Supplied material
═══

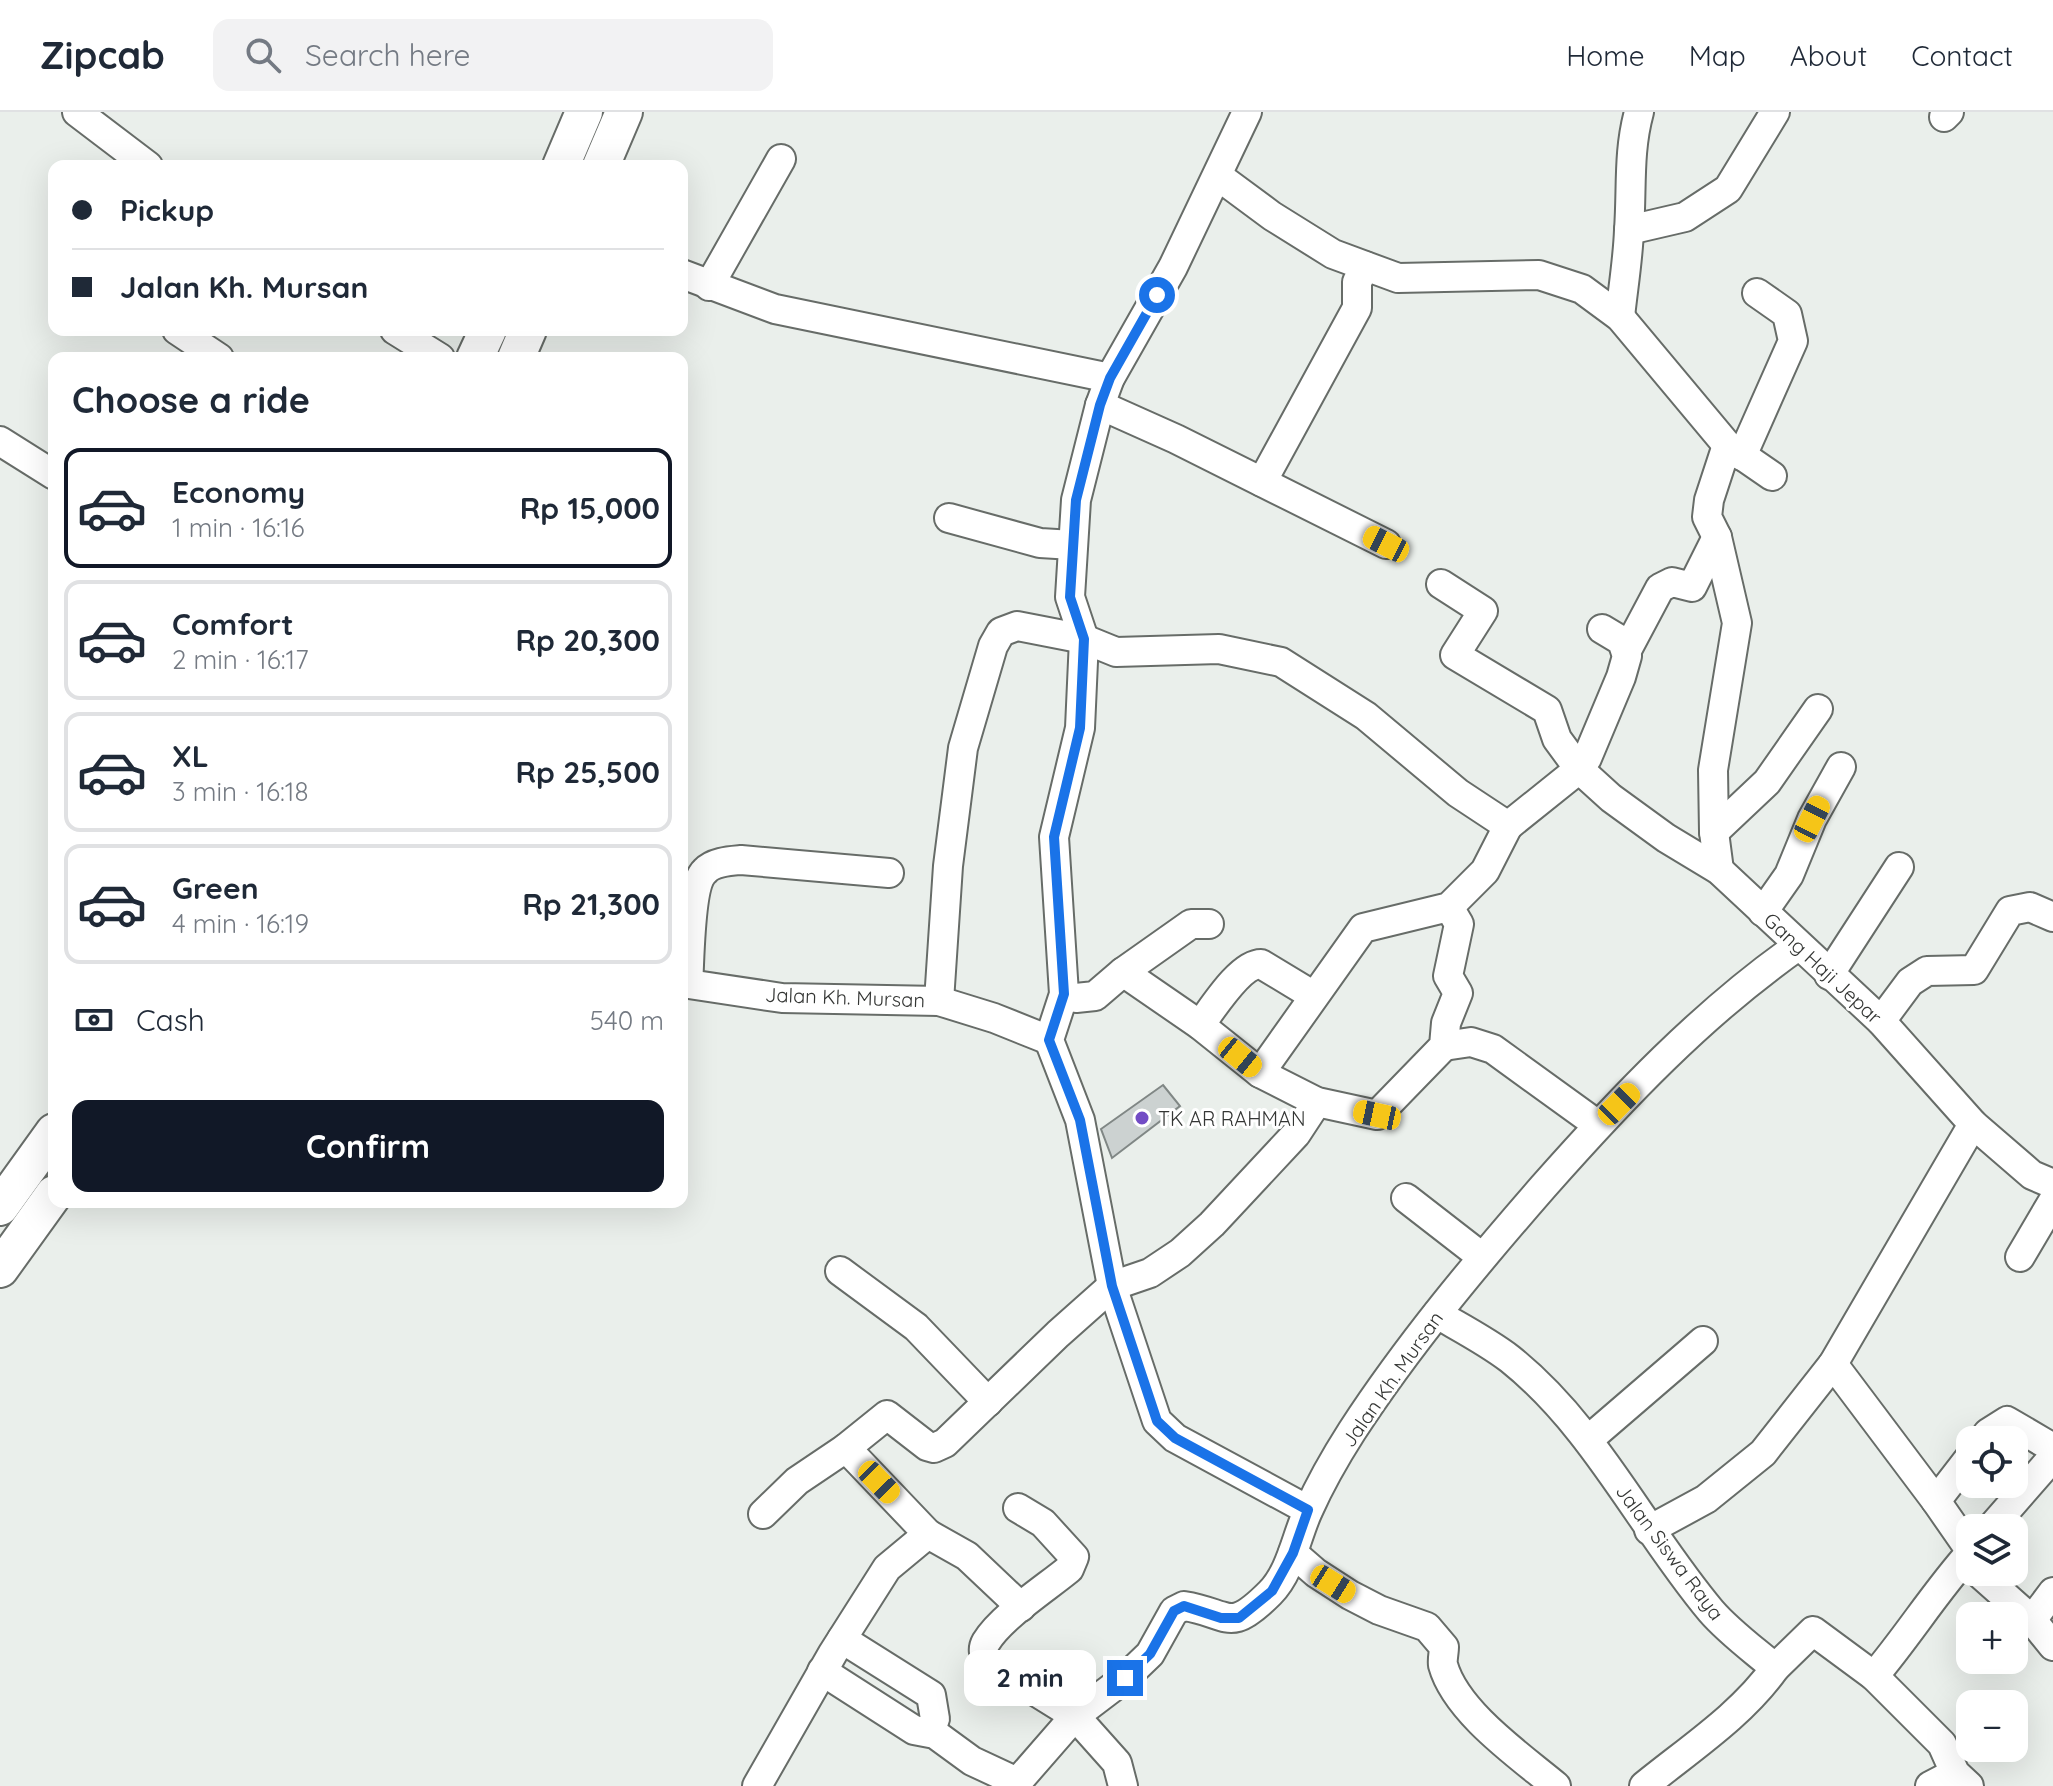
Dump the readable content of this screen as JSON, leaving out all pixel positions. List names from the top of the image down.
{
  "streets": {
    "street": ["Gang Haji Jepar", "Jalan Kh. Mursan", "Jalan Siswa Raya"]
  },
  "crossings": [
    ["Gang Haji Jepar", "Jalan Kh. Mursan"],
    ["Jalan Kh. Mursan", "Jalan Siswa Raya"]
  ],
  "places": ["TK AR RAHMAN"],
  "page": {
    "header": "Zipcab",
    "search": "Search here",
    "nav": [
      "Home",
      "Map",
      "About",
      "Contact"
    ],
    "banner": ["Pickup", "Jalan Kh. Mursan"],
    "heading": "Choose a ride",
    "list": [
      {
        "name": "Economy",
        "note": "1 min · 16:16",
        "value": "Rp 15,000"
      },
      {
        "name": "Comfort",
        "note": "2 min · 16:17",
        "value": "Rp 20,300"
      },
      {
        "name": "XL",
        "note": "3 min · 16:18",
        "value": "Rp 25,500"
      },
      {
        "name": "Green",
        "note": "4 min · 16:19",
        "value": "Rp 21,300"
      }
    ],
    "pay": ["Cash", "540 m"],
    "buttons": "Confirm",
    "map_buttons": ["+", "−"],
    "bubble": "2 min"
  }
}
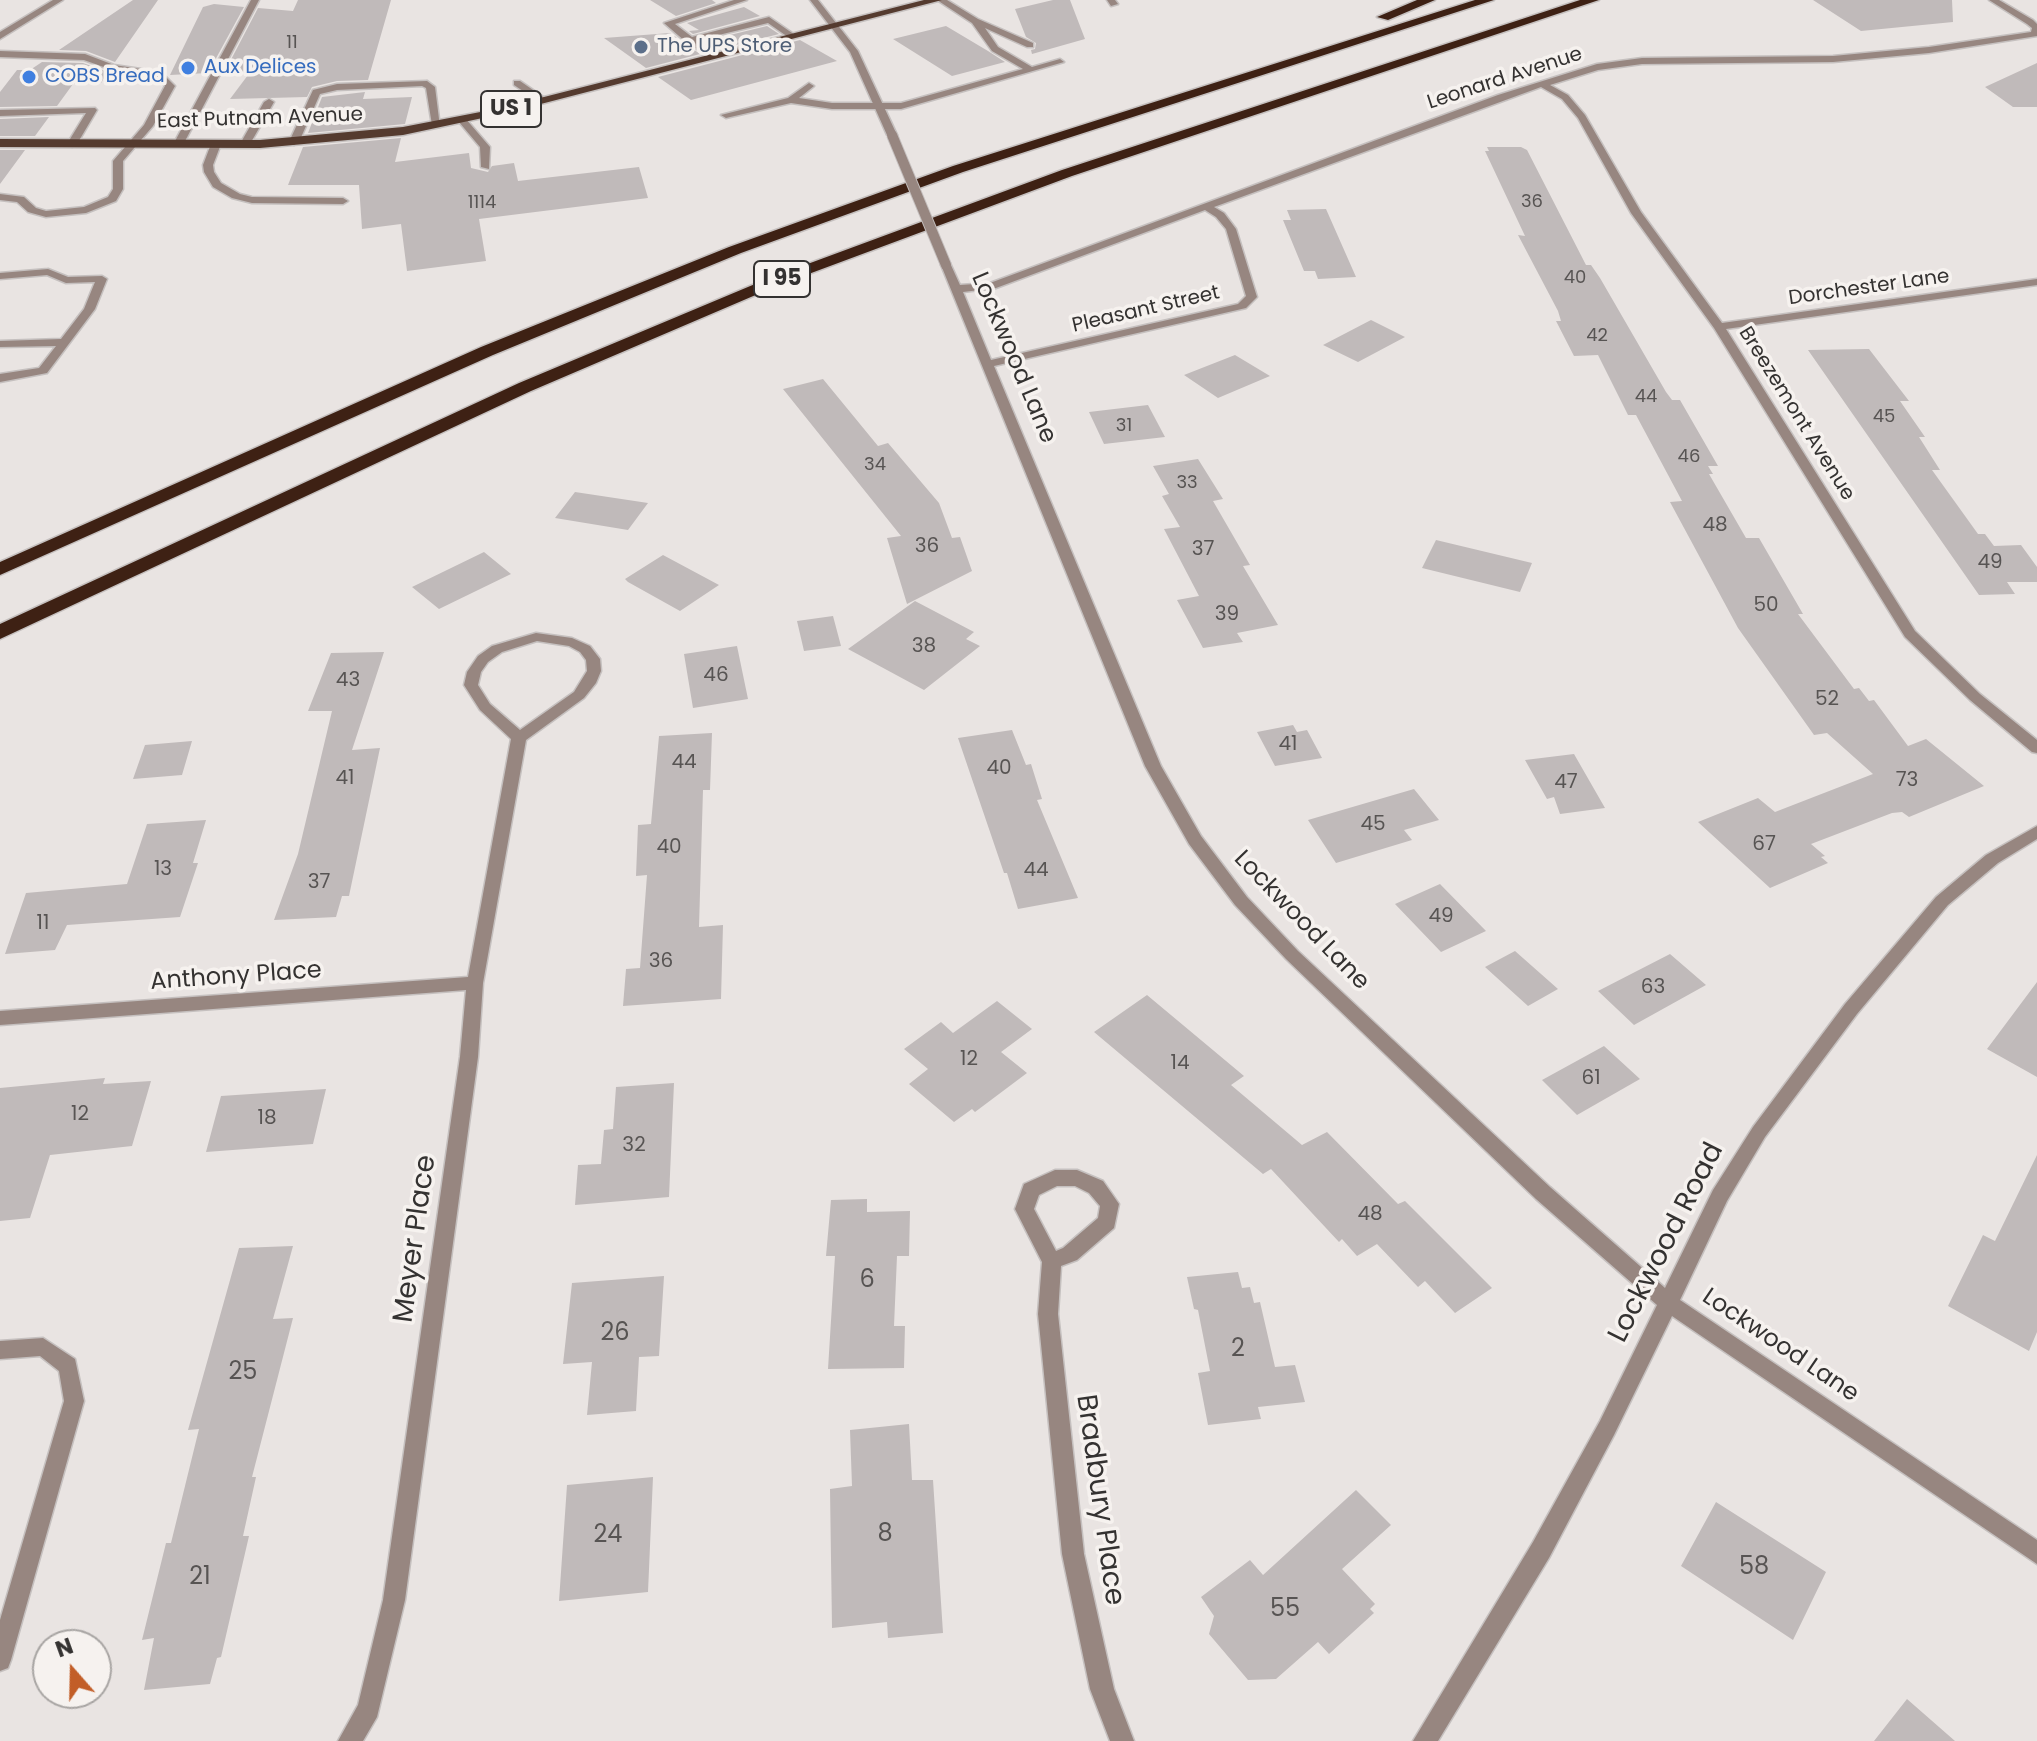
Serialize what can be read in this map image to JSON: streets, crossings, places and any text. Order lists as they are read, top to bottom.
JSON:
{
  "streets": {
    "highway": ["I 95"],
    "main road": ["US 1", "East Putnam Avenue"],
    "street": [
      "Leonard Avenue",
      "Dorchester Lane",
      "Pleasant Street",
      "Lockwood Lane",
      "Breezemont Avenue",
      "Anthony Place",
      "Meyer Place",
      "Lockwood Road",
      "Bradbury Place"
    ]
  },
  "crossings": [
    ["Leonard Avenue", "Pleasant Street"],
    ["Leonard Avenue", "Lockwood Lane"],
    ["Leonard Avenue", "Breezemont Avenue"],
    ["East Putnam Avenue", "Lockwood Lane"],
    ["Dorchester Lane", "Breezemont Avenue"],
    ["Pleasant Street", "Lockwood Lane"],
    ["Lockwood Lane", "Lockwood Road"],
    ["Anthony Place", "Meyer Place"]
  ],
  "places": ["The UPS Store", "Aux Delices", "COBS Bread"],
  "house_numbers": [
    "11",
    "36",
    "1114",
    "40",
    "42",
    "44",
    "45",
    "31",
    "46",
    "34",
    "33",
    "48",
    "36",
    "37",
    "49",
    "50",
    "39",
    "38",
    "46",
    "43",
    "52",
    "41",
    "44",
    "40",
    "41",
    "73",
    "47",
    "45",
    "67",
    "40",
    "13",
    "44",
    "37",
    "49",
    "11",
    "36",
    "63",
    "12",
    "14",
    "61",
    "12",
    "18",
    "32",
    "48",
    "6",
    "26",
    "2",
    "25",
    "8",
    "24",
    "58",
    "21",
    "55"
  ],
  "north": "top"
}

═══

Your assignment
What lines in the material above include "Leonard"? Copy every one of them.

Written answer
      "Leonard Avenue",
    ["Leonard Avenue", "Pleasant Street"],
    ["Leonard Avenue", "Lockwood Lane"],
    ["Leonard Avenue", "Breezemont Avenue"],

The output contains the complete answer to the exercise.